Working together, however, reinvigorated El-P and encouraged Mike “to be totally free and honest, free in pushing my style, free of the expectations of radio or a record company.” The resulting album, R.A.P. Music, came out independently and established Mike as an expert bomb-hurler in the charismatic tradition of Ice Cube, with Mike spitting thundering but dexterous lyrics about police violence, Ronald Reagan’s legacy and Lord of the Flies. El-P, masterminding the beats, struck on a dazzling digital-age update of the Bomb Squad’s incendiary sound.
They soon decided to form a duo, inspired by legendary two-man outfits they adored, like EPMD, UGK and OutKast. They called their project Run the Jewels — casting themselves as scrappy stickup kids, poised to mug the mainstream — and their lyrics combined leftist politics with stoner hedonism, bound together by the palpable pleasure the two took from sharing a mic. “When you listen to this shit, it’s like, ‘Yes, these guys are in the room together’,” El-P says. “That’s the lifeblood of what I love about rap music to begin with: that badass interplay.” Their 2013 self-titled debut and its 2014 follow-up, RTJ2, sold hundreds of thousands of copies; their concerts sold out and spanned the globe. Suddenly, decades into their careers, both were more successful — and happier — than ever. “It’s pretty cool being 40 and having your blow-up moment,” says El-P.

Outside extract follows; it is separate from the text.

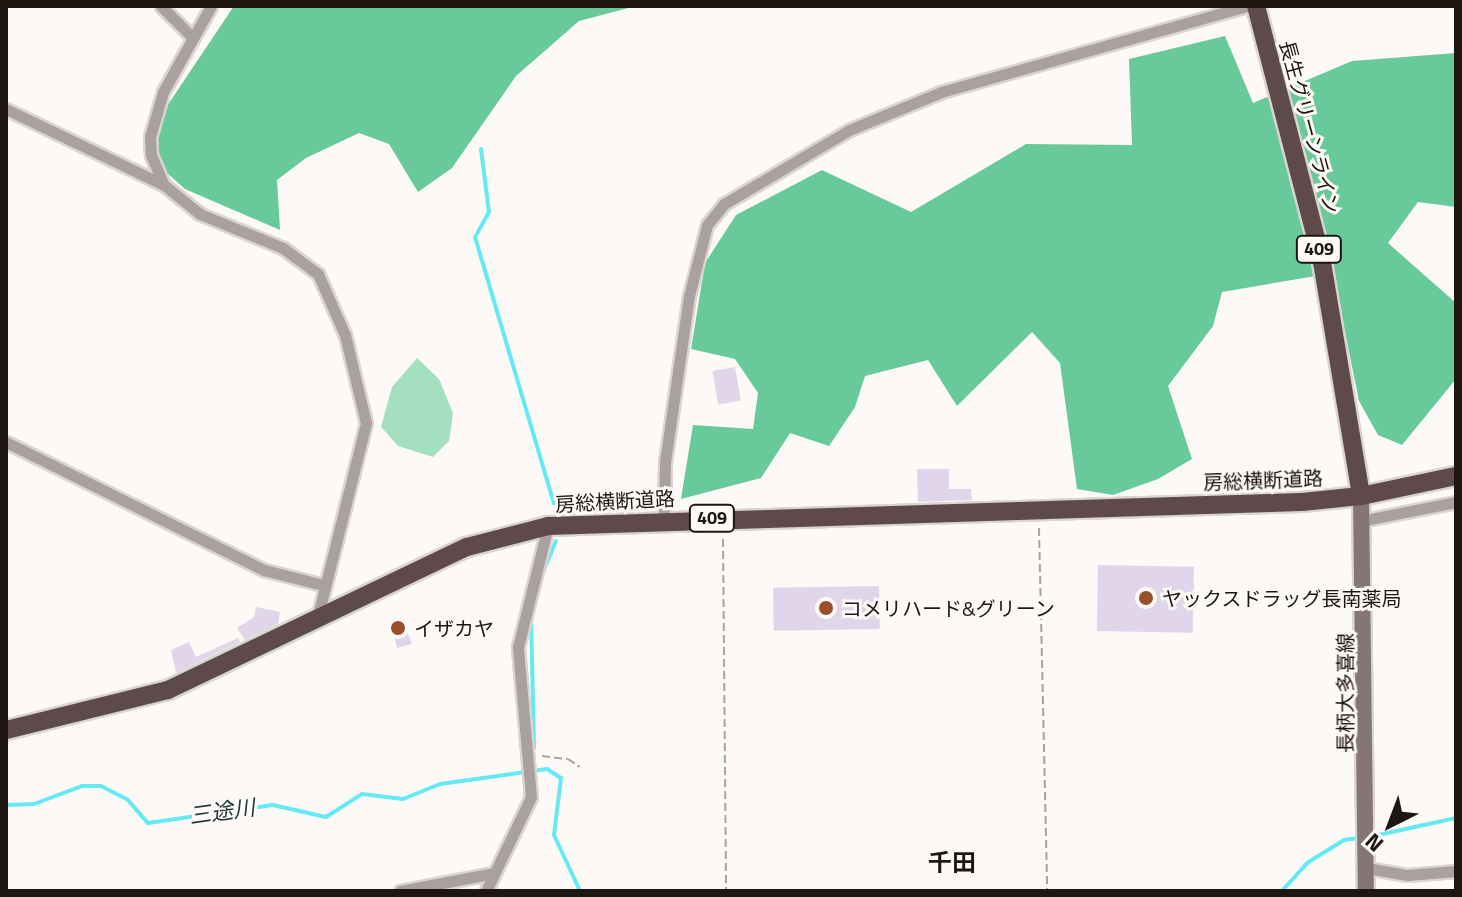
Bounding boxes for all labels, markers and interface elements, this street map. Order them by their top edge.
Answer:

They head inside to rehearse. They are under a month away from releasing their excellent third album — RTJ3 — and they’re in L.A. to handle a bunch of release- and tour-related business. Mike, who stands well over six feet and currently weighs “about 370” pounds [160 kilos], sits on a stool behind a music stand, consulting printouts of his lyrics. “I write in the booth and memorise in rehearsals,” he explains, snacking on a bag of Doritos — a momentary lapse in willpower, since he’s been trying to lose 100 pounds. He notes that Travis Barker, who has drummed with Run the Jewels, “put me on to this app that tells you all the vegan restaurants that are nearby”.
“If you lose 100 pounds, I’m not gonna speak to you anymore,” El-P says. “Because the dynamic of this group relies on it being a fat guy… and a less-fat guy.” They cue up their new single, “Legend Has It”. As they rap, they face each other from about five metres off, El-P smiling as Mike rises to his feet and throws his elbows at the music stand like a boxer toying with his opponent. When the track’s done, El-P looks down to discover that he’s bound up his legs with the microphone cord. “I walk around in circles until it’s all in tangles — which is a good metaphor for my life,” he says. Then he points at Mike: “And at the centre of the maze, I meet this cuddly bastard.”
El-P and Killer Mike first met “in Nebraska”, Mike says. “In a cage match,” El-P notes. They are kidding: stoned and fucking around. The real story is that Mike was born Michael Render. His mother, who gave birth to him at 16, had an artistic streak that manifested, for a time, in a job as a florist. It was through this job that she found a sideline selling cocaine. “It was the same clientele,” Mike says. “Rich white ladies. They asked, ‘Could you get me some?’ She thought about it, and she could.”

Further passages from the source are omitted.